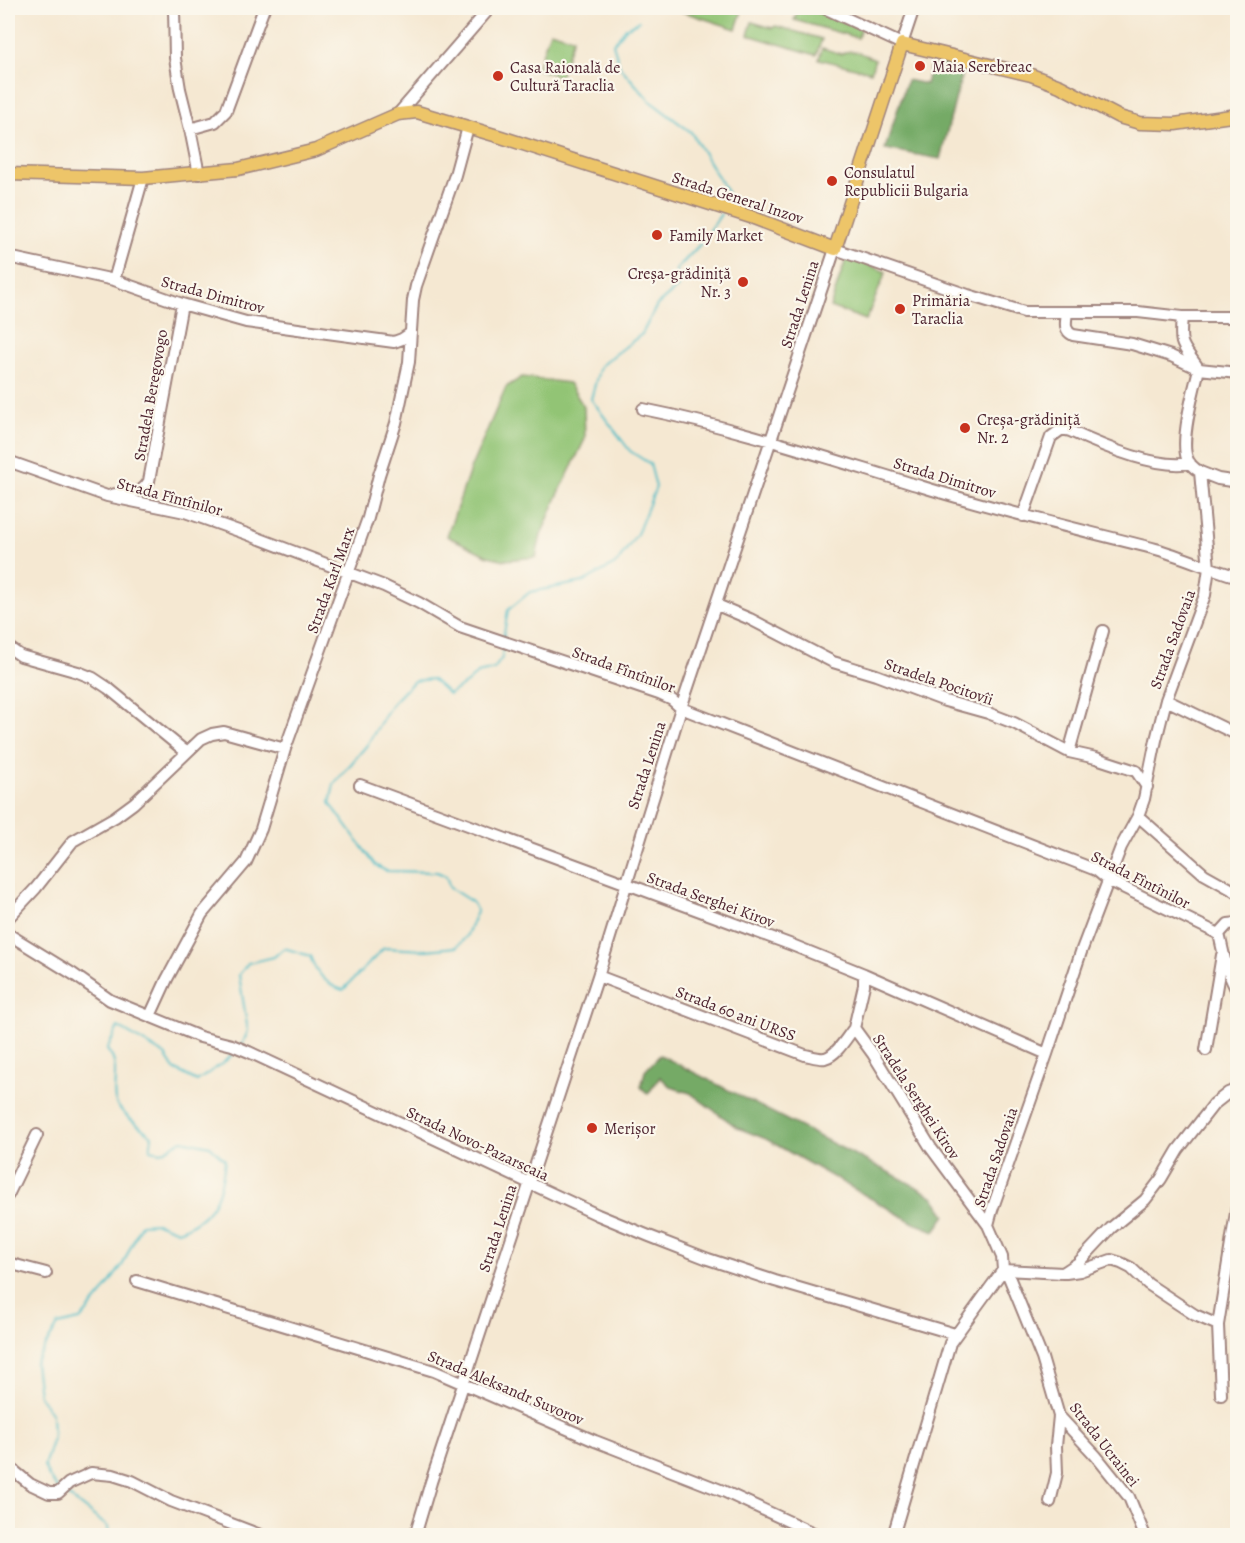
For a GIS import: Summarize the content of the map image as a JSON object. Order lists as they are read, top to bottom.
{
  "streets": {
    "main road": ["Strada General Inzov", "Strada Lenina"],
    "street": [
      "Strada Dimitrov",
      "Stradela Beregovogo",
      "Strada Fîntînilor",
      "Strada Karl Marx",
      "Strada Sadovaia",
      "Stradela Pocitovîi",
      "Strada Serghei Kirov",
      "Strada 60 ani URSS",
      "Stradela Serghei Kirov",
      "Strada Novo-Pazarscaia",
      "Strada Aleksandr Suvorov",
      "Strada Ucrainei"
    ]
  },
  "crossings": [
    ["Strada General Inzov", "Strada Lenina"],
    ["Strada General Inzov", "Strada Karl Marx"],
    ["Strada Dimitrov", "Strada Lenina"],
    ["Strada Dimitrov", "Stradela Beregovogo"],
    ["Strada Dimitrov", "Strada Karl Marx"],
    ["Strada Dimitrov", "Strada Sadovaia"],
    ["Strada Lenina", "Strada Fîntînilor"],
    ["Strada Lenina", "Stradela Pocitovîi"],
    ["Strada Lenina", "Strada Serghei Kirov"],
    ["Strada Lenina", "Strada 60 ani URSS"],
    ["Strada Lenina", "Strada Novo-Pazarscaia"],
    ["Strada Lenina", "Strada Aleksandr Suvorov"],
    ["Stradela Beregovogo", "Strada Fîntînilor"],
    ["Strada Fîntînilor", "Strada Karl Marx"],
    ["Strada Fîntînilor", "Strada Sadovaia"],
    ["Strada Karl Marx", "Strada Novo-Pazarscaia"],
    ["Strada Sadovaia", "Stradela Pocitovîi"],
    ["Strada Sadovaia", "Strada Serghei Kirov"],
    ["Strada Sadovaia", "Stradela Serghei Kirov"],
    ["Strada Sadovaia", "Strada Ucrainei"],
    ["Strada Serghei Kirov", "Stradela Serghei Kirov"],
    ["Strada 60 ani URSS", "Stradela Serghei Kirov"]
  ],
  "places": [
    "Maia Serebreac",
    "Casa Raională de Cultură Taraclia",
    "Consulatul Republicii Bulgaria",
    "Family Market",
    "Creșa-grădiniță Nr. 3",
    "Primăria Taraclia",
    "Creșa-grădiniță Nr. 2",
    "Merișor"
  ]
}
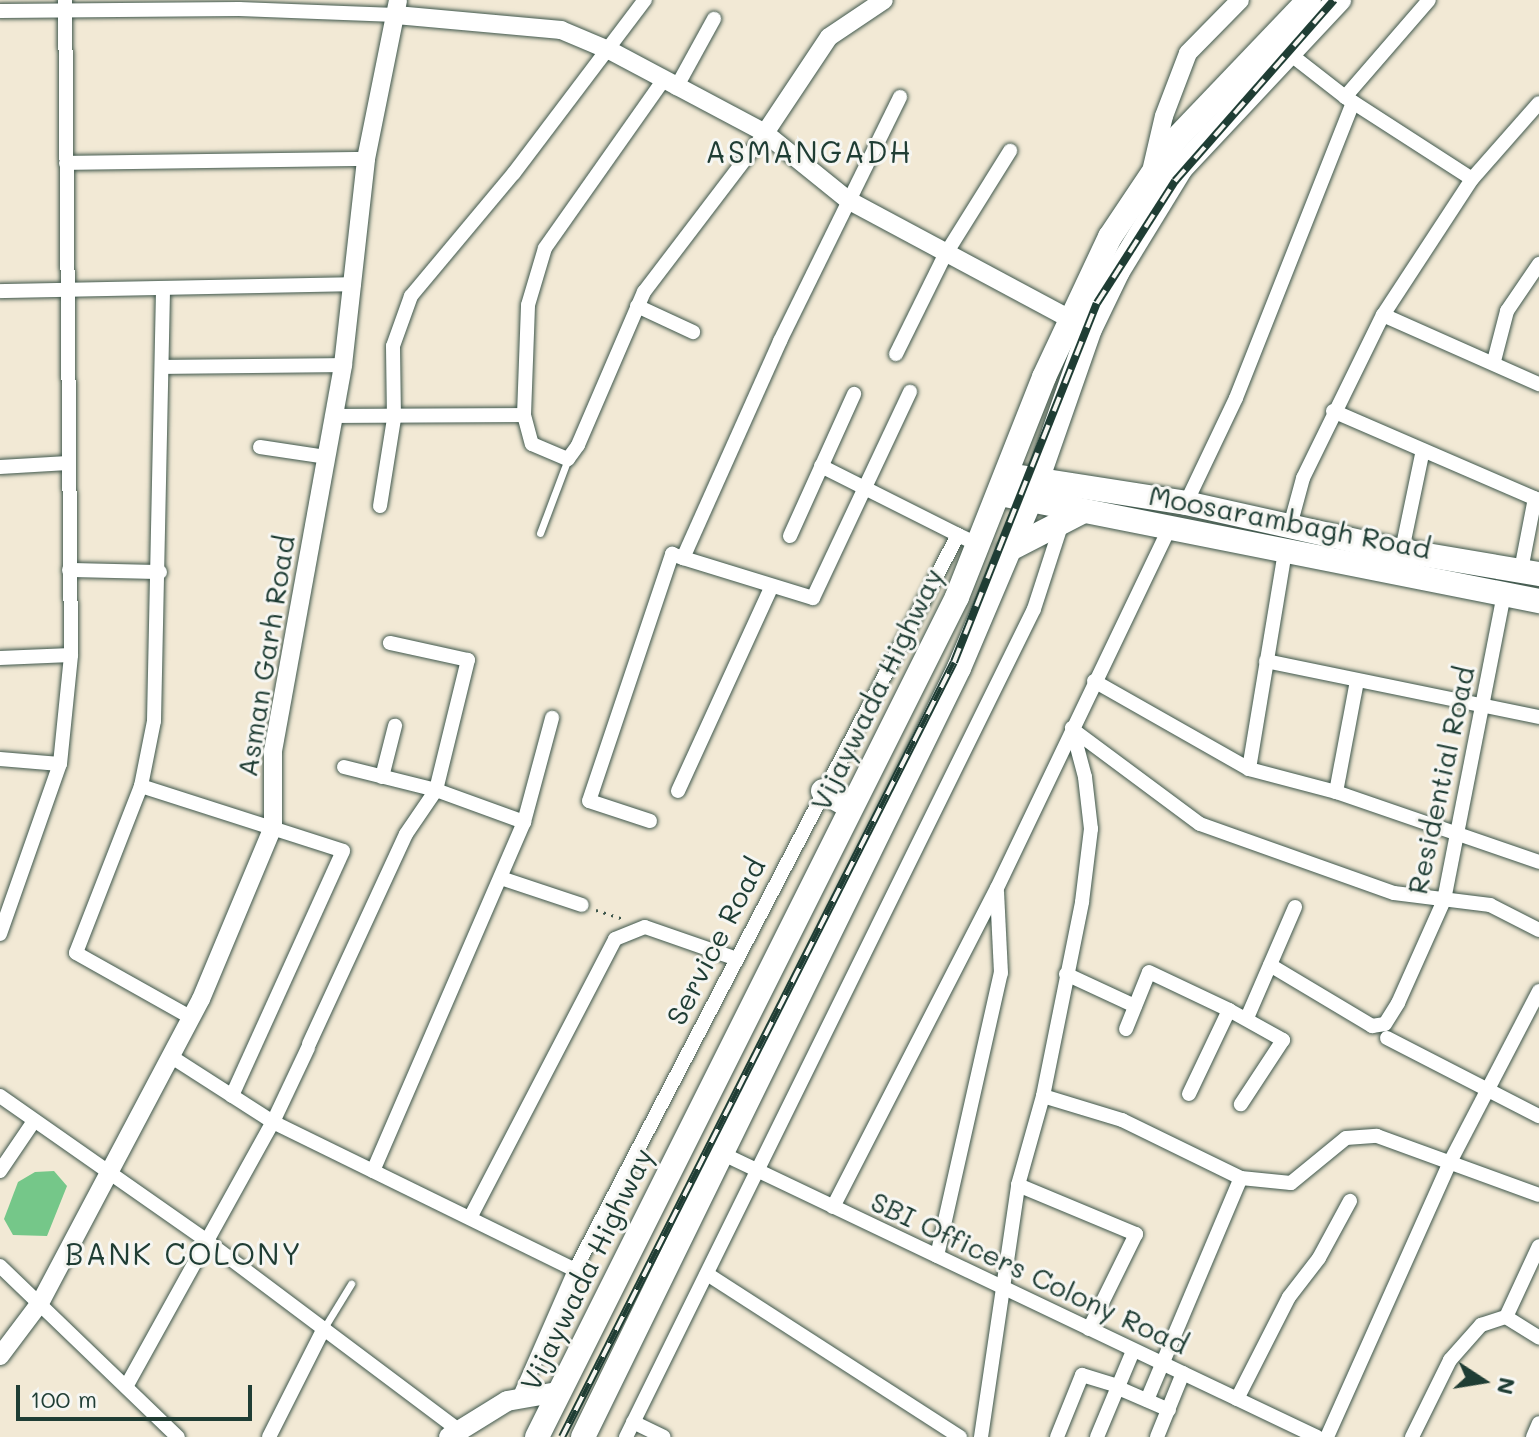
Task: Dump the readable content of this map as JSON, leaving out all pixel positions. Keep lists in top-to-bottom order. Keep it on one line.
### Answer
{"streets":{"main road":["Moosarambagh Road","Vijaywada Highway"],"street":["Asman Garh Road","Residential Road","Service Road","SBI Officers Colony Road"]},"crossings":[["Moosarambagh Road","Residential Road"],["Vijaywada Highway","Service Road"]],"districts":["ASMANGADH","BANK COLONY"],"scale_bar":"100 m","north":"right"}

· · · · ·

[What is being asked] Your reply is the full set of entries reproduced exactly, with images omitted.

[Answer to this task]
For a GIS import: Summarize the content of the map image as a JSON object. Order lists as they are read, top to bottom.
{
  "streets": {
    "main road": ["Strada General Inzov", "Strada Lenina"],
    "street": [
      "Strada Dimitrov",
      "Stradela Beregovogo",
      "Strada Fîntînilor",
      "Strada Karl Marx",
      "Strada Sadovaia",
      "Stradela Pocitovîi",
      "Strada Serghei Kirov",
      "Strada 60 ani URSS",
      "Stradela Serghei Kirov",
      "Strada Novo-Pazarscaia",
      "Strada Aleksandr Suvorov",
      "Strada Ucrainei"
    ]
  },
  "crossings": [
    ["Strada General Inzov", "Strada Lenina"],
    ["Strada General Inzov", "Strada Karl Marx"],
    ["Strada Dimitrov", "Strada Lenina"],
    ["Strada Dimitrov", "Stradela Beregovogo"],
    ["Strada Dimitrov", "Strada Karl Marx"],
    ["Strada Dimitrov", "Strada Sadovaia"],
    ["Strada Lenina", "Strada Fîntînilor"],
    ["Strada Lenina", "Stradela Pocitovîi"],
    ["Strada Lenina", "Strada Serghei Kirov"],
    ["Strada Lenina", "Strada 60 ani URSS"],
    ["Strada Lenina", "Strada Novo-Pazarscaia"],
    ["Strada Lenina", "Strada Aleksandr Suvorov"],
    ["Stradela Beregovogo", "Strada Fîntînilor"],
    ["Strada Fîntînilor", "Strada Karl Marx"],
    ["Strada Fîntînilor", "Strada Sadovaia"],
    ["Strada Karl Marx", "Strada Novo-Pazarscaia"],
    ["Strada Sadovaia", "Stradela Pocitovîi"],
    ["Strada Sadovaia", "Strada Serghei Kirov"],
    ["Strada Sadovaia", "Stradela Serghei Kirov"],
    ["Strada Sadovaia", "Strada Ucrainei"],
    ["Strada Serghei Kirov", "Stradela Serghei Kirov"],
    ["Strada 60 ani URSS", "Stradela Serghei Kirov"]
  ],
  "places": [
    "Maia Serebreac",
    "Casa Raională de Cultură Taraclia",
    "Consulatul Republicii Bulgaria",
    "Family Market",
    "Creșa-grădiniță Nr. 3",
    "Primăria Taraclia",
    "Creșa-grădiniță Nr. 2",
    "Merișor"
  ]
}
Task: Dump the readable content of this map as JSON, leaving out all pixel positions. Keep lists in top-to-bottom order. Keep it on one line.
### Answer
{"streets":{"main road":["Moosarambagh Road","Vijaywada Highway"],"street":["Asman Garh Road","Residential Road","Service Road","SBI Officers Colony Road"]},"crossings":[["Moosarambagh Road","Residential Road"],["Vijaywada Highway","Service Road"]],"districts":["ASMANGADH","BANK COLONY"],"scale_bar":"100 m","north":"right"}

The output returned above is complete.